DESARROLLOS DE LOS MICRO ENSAYOS

Miguel Cobaleda
01-11-2023

33-MATAR

Los dioses, el azar, el destino, la evolución, o la naturaleza... (que cada cual elija lo que prefiera) nos han concedido a los seres humanos un único poder, pero inmenso, descomunal, incluso aterrador: la capacidad de matar.

Vayamos por partes: único. ¿Y la inteligencia? ¿Y la imaginación? ¿Y la voluntad? ¿Y la capacidad de transformar el entorno, de construir el progreso intelectual y científico?... No son tales poderes, aunque –como somos un poquitín pedantes– nos gusta fingir que lo son y que están a nuestra disposición, pero cá, como dicen en mi pueblo.

La inteligencia: si fuera lo que decimos que es y colaborase cada una con todas las demás, a estas alturas seríamos dueños del universo y de sus infinitas estrellas y ni siquiera somos dueños de nuestro planeta, que levanta tsunamis, volcanes, tornados y nos destruye en cuanto le da la gana sin que podamos hacer nada para evitarlo.

La voluntad se alía con nuestros peores deseos y contribuye a que matemos, potencia nuestras más perversas potencias, por ejemplo la ambición, la codicia, la envidia...

La imaginación si que es un don celestial, ciertamente, pero o bien la menospreciamos porque casi nunca se alía con la acción y son los actos lo único que respetamos, no las ilusiones o los deseos; o bien contribuye –también, además de su tarea creadora– a mejorar los instrumentos de muerte (la imaginación y el talento que derrochan los creadores de armas, desde la falcata hasta los misiles hipersónicos, pasando por la ballesta y el colt, es inmensa, seguramente hay más imaginación en el diseño de armas mortales que en las teorías científicas o en las obras de arte).

En cuanto a la capacidad de transformar el paisaje en “nuestro paisaje”, en nuestro mundo, sí, es inmenso don y sin él no seríamos como somos ni habríamos llegado a tanto; pero no es otra cosa que imaginación+inteligencia+voluntad cuando se dedican a construir y no a destruir, tienen su lado luminoso, cierto, pero tienen su lado sombrío.

Matar no tiene contrario, es como se dice de la ira cuando se habla de los pecados capitales.
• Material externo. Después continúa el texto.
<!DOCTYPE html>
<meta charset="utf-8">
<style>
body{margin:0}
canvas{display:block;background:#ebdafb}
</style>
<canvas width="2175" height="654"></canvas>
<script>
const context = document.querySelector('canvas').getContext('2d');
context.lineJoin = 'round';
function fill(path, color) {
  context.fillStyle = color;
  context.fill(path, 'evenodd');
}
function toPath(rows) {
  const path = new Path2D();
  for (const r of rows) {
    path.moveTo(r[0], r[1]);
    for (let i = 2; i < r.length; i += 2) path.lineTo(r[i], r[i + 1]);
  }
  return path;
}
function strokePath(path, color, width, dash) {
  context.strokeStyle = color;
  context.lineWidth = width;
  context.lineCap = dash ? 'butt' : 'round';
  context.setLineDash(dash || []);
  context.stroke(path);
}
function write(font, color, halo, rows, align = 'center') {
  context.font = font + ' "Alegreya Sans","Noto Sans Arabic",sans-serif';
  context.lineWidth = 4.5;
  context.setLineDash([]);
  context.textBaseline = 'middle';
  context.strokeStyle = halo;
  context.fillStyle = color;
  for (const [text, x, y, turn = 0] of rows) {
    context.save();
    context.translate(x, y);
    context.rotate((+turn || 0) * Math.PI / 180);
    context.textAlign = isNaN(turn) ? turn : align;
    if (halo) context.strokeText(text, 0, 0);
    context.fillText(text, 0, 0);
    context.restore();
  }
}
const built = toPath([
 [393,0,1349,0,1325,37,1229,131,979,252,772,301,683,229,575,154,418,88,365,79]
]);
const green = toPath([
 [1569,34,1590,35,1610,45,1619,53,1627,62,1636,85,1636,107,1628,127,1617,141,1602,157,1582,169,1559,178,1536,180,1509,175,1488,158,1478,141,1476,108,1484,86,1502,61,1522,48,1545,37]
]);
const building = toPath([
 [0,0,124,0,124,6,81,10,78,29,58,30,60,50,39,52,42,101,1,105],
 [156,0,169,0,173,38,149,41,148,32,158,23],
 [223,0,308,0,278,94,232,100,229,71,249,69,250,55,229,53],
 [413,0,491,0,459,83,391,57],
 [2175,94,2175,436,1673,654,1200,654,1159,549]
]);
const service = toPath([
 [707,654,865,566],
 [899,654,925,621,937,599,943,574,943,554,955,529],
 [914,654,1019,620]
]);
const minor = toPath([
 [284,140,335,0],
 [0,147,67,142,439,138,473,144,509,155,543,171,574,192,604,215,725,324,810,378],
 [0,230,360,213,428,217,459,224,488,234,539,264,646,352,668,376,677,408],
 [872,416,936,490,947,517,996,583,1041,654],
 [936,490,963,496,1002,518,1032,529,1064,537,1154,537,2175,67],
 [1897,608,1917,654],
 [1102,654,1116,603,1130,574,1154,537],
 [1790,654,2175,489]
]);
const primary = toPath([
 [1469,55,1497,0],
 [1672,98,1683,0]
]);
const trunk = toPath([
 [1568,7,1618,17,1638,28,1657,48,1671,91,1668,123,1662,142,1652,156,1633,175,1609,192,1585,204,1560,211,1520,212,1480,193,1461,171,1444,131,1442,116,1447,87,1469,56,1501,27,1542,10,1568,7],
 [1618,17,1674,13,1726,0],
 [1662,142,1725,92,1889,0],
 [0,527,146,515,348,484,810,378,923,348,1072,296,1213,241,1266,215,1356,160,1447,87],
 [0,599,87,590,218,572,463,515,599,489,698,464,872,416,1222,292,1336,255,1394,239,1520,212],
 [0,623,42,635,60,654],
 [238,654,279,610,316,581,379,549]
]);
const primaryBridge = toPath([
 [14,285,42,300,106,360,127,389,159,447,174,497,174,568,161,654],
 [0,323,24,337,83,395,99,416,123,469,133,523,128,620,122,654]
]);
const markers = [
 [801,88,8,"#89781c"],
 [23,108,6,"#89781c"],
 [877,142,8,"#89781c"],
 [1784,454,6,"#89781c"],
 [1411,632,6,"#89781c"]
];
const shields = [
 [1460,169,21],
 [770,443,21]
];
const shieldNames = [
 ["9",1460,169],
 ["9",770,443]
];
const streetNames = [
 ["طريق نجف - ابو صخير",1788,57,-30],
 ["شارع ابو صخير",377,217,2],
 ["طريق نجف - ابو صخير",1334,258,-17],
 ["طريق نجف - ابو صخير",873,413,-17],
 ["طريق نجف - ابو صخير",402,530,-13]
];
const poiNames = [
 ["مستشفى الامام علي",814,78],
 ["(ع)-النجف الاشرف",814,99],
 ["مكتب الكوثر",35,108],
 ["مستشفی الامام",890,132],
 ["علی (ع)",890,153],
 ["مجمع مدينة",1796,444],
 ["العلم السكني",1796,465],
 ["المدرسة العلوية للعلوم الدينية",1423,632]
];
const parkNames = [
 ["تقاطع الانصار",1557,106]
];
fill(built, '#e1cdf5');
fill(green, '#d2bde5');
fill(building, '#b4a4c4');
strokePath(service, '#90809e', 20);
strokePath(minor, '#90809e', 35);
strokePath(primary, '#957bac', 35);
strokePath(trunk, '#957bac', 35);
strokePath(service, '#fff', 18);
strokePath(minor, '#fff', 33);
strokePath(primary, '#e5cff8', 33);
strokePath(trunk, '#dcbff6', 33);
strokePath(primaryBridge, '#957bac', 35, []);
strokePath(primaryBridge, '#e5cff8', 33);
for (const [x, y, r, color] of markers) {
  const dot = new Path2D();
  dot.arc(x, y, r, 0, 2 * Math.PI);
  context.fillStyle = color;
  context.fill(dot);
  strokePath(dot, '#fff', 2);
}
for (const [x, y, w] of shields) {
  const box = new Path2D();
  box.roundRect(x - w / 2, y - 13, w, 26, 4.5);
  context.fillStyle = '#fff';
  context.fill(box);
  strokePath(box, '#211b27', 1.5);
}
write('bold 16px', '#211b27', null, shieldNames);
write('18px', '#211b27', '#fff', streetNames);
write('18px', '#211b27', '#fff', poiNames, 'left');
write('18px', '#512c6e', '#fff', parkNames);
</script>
Matar nunca desmiente su estirpe, matar es un acto absoluto que no se desdice, que no se arrepiente –aunque lo haga el asesino–, que no falla. ¿Cuáles y cuántas son las consecuencias de los actos letales de los genocidas? [Se calcula que el padrecito Stalin mató o mandó matar a cerca de diez millones de personas; al hacerlo, mató sus futuros, sus hijos futuros, sus nietos futuros, sus enteras estirpes futuras, sus actos y las consecuencias de sus actos, los hijos futuros y nietos futuros de esos hijos futuros y nietos futuros...].

Como se trata de futuribles, no son contables ni mensurables, ése es uno de los aspectos más contundentes y espantosos del matar, que sus consecuencias se abren, desparraman e inundan el infinito. ¿Cómo sería el mundo ahora mismo si Caín no hubiese matado el futuro de Abel?

Quien sea nos ha dado el poder de matar, pero parece que no se ocupó de obligarnos a reflexionar antes de cometer ese acto infinito; la mayor parte de los que matan no piensan en la dimensión de su crimen, en la explosión de muerte que una única muerte conlleva, matan como matan los genocidas, los terroristas, los criminales, porque pueden hacerlo sin tener que pensarlo, porque ni siquiera conocen el número exacto de los que su acto o su mandato matan, y mucho menos el futuro que de ellos se borra, se des-existe, se anula. El que mata sin necesidad de la propia defensa, es el ser más desprovisto de inteligencia y de imaginación de todo el resto de los seres humanos, sólo sus cofrades le son similares, sólo del club de los asesinos forma parte.

Todos somos capaces de matar, ]podemos –un ejemplo entre miles– conseguir un arma, subirnos a una torre y disparar a cientos de seres indefensos que no saben nada de nuestra existencia ni de nuestra perversidad].

O podemos mirar para otro lado cuando los amos del mundo usan nuestro consentimiento para matar y matar, aupados en el poder que nuestra desidia les proporciona, protegidos por un caparazón de ideologías mortíferas, creadas para justificar cada muerte como parte de una estadística inevitable –e inocente, por tanto–.

Pero en el matar no cabe la inocencia, un millón de muertos nunca es una estadística porque el horror no consiente aritméticas.